Paliperidone drug response was modeled as additive to the placebo response on the latent variable scale. In the range from 3 to 15 mg once daily, dose‐dependencies could not be observed in the clinical response on any of the three subscales, and therefore the same effects for all doses were used to describe the drug response on the PANSS subscales.

With a value of −1.30, the drug response was highest on the positive subscale, indicating that upon paliperidone treatment, the disease severity in the typical individual improves with an additional 1.30 points on the scale of standard deviation in disease severities at baseline compared to the placebo response (–0.413). Typical values for the drug responses on the negative and general scale were −0.572 and −1.03, respectively. Correlations between disease severity at baseline and the drug response within the same subscale were −0.468 on the positive subscale and −0.495 on the negative subscale; for the general scale this correlation was not statistically significant. Correlations between the drug responses on the different subscales could only be identified between the positive and general subscale, with the value being −0.721.

The delay in onset of the full drug response was best described by an exponential function on all subscales. IIV parameters were not included in this function, as they could not be estimated independently from the IIV in the time course of the placebo response. The half‐life of reaching full drug response was around 9 days on all subscales. Figure 3 illustrates the temporal changes in disease state for a typical individual on paliperidone treatment for each of the three subscales.

Figure 4 shows the VPCs for this model of the total PANSS score and of the PANSS subscores over time in patients on different doses of paliperidone. Supplemental Figure 4 shows the VPC of all individual PANSS items for all patients on paliperidone treatment combined.
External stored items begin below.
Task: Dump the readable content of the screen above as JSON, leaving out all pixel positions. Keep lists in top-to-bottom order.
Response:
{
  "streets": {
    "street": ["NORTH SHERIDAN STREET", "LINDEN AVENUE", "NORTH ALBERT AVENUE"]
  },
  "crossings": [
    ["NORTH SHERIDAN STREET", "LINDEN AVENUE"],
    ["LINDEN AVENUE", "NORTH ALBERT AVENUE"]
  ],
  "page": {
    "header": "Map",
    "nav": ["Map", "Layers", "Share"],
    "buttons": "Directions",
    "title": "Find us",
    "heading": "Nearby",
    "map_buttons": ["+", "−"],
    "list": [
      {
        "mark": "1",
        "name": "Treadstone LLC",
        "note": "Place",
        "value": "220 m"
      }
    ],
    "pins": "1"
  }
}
The scores of the individual items can be predicted reasonably well, although a number of items show an overprediction of the score 1 and underprediction of the score 3, but this does not negatively affect the model's ability to predict the time course of the composite PANSS scores.

Dropout model

Combined dropout in the dataset was 41.5%. A previously developed dropout model11 was fitted to the current dataset. The parameters were estimated with a relative standard error below 30% and they were within 25% of the previously published estimates, with the exception of the parameter related to the difference between the last two observed PANSS scores, which was more than twice as high. Moreover, in the current dataset an increased dropout was observed in patients on 15 mg q.d. paliperidone.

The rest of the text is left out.